Gather all lines in the records below that include the word "hidden".

====

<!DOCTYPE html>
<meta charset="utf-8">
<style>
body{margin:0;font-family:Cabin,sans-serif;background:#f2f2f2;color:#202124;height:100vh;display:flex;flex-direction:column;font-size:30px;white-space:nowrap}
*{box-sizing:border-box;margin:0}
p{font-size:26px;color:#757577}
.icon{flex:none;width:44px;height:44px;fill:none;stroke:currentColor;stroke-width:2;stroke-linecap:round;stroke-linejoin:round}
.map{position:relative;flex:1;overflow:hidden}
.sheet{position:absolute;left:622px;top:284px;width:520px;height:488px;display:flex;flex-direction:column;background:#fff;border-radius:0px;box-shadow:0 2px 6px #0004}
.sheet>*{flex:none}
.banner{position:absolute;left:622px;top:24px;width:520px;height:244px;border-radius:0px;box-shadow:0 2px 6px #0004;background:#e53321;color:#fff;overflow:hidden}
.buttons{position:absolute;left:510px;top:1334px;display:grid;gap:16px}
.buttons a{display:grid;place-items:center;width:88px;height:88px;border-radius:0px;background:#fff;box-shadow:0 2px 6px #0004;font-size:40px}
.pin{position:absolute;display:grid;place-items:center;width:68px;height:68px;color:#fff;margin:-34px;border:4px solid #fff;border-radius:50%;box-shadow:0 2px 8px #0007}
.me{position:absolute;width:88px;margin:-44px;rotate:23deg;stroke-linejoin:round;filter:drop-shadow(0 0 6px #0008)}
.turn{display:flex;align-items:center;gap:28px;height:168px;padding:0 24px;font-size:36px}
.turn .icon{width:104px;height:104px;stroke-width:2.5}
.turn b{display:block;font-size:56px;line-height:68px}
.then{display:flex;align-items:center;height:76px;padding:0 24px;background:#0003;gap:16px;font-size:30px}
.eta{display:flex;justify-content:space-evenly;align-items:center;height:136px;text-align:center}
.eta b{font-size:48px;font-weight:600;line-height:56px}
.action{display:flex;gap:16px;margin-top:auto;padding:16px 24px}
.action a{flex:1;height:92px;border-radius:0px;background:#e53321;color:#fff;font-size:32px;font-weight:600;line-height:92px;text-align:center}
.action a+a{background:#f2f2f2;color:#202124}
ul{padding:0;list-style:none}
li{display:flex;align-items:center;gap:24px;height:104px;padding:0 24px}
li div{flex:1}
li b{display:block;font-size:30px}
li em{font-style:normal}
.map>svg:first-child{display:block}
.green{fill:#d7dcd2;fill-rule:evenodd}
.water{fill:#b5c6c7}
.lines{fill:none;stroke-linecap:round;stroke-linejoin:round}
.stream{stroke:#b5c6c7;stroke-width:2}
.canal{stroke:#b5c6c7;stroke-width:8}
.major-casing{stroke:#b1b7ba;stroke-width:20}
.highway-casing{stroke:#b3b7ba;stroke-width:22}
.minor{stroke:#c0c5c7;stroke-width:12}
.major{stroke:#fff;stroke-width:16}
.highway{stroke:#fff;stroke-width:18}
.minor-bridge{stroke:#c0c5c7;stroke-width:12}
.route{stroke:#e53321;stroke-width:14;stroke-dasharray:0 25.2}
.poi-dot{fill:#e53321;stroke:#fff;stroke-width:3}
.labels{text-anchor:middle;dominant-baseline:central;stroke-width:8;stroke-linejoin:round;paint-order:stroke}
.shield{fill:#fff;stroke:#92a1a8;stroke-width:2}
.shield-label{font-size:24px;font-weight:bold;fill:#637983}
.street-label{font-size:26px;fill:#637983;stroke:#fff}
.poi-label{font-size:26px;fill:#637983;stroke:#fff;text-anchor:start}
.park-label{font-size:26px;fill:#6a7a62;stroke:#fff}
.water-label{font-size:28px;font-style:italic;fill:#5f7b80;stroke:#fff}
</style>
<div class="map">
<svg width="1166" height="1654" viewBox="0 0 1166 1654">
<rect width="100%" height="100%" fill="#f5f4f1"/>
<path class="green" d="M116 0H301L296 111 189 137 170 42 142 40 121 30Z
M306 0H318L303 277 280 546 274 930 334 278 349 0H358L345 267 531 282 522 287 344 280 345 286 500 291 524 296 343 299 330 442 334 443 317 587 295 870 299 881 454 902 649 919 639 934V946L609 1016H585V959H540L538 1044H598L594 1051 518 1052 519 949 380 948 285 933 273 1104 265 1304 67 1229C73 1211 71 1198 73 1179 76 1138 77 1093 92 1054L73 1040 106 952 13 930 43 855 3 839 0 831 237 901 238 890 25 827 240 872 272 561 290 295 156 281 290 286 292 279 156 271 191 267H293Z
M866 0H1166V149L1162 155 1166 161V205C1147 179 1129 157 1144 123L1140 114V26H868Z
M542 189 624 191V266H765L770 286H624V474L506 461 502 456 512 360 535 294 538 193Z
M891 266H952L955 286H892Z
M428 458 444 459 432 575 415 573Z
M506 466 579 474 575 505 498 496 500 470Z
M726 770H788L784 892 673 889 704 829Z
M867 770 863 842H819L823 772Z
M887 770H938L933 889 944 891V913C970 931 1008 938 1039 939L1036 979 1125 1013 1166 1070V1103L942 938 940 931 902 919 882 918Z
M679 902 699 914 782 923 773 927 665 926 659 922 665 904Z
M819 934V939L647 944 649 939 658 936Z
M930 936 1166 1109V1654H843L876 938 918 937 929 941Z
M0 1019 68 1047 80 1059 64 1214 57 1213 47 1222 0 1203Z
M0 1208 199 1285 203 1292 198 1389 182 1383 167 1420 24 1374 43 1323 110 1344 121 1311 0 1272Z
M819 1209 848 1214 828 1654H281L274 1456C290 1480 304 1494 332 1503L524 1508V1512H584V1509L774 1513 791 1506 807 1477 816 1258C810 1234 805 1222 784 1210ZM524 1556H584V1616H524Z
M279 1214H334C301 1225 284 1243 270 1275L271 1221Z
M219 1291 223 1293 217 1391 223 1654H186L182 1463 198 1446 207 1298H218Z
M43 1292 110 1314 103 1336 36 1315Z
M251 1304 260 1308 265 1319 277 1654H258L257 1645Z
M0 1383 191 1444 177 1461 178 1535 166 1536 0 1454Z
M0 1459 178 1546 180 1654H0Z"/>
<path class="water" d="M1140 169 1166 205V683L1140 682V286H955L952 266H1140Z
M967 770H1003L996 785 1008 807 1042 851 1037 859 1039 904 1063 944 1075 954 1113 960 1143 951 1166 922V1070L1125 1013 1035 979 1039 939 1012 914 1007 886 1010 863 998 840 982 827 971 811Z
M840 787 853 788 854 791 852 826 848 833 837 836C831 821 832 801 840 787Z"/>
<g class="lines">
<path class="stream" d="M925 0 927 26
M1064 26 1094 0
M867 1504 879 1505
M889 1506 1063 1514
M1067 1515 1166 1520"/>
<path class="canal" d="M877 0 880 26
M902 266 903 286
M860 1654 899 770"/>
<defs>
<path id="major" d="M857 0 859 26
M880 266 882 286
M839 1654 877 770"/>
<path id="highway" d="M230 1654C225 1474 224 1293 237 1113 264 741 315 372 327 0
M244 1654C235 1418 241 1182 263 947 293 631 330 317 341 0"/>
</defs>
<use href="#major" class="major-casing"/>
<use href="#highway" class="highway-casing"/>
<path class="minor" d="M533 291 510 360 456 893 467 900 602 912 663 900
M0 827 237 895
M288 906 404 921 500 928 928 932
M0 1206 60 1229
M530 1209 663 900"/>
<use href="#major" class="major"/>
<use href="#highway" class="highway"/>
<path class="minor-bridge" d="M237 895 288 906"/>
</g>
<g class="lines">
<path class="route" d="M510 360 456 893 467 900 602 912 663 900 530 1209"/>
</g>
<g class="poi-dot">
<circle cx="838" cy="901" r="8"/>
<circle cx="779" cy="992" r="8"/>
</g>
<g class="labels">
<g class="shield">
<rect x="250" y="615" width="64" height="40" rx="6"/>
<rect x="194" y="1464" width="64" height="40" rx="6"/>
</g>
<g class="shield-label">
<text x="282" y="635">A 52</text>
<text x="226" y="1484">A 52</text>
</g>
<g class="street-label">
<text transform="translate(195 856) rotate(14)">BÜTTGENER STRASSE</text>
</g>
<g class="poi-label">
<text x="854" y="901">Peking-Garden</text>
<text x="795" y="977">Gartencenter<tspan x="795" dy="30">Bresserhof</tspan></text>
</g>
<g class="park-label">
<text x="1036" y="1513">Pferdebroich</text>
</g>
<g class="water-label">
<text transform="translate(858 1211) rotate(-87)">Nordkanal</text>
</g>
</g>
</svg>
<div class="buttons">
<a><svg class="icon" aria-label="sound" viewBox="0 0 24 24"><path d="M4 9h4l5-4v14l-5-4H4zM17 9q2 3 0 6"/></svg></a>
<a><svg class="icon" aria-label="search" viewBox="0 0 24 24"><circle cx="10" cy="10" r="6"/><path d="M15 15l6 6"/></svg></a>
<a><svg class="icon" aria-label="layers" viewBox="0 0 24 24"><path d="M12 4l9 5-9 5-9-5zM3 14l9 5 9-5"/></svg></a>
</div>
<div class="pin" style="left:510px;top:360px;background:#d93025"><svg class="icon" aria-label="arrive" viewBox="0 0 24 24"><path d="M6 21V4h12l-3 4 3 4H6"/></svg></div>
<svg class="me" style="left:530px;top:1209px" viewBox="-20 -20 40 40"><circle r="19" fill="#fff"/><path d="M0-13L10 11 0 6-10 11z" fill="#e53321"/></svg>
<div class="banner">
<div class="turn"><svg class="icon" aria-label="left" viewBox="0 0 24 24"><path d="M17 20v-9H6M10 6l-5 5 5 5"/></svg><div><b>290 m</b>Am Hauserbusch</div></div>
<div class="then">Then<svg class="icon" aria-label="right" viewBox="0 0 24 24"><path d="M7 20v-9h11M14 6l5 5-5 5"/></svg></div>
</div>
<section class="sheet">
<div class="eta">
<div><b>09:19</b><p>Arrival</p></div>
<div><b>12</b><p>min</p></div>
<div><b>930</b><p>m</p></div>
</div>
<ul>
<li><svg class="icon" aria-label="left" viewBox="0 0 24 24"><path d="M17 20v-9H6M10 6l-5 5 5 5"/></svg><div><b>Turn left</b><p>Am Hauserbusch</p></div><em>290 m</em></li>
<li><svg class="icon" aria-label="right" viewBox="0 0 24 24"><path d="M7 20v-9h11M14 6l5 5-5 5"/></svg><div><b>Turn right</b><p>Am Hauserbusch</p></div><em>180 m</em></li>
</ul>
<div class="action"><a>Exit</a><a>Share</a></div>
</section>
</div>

====

**Result of this exercise**
.map{position:relative;flex:1;overflow:hidden}
.banner{position:absolute;left:622px;top:24px;width:520px;height:244px;border-radius:0px;box-shadow:0 2px 6px #0004;background:#e53321;color:#fff;overflow:hidden}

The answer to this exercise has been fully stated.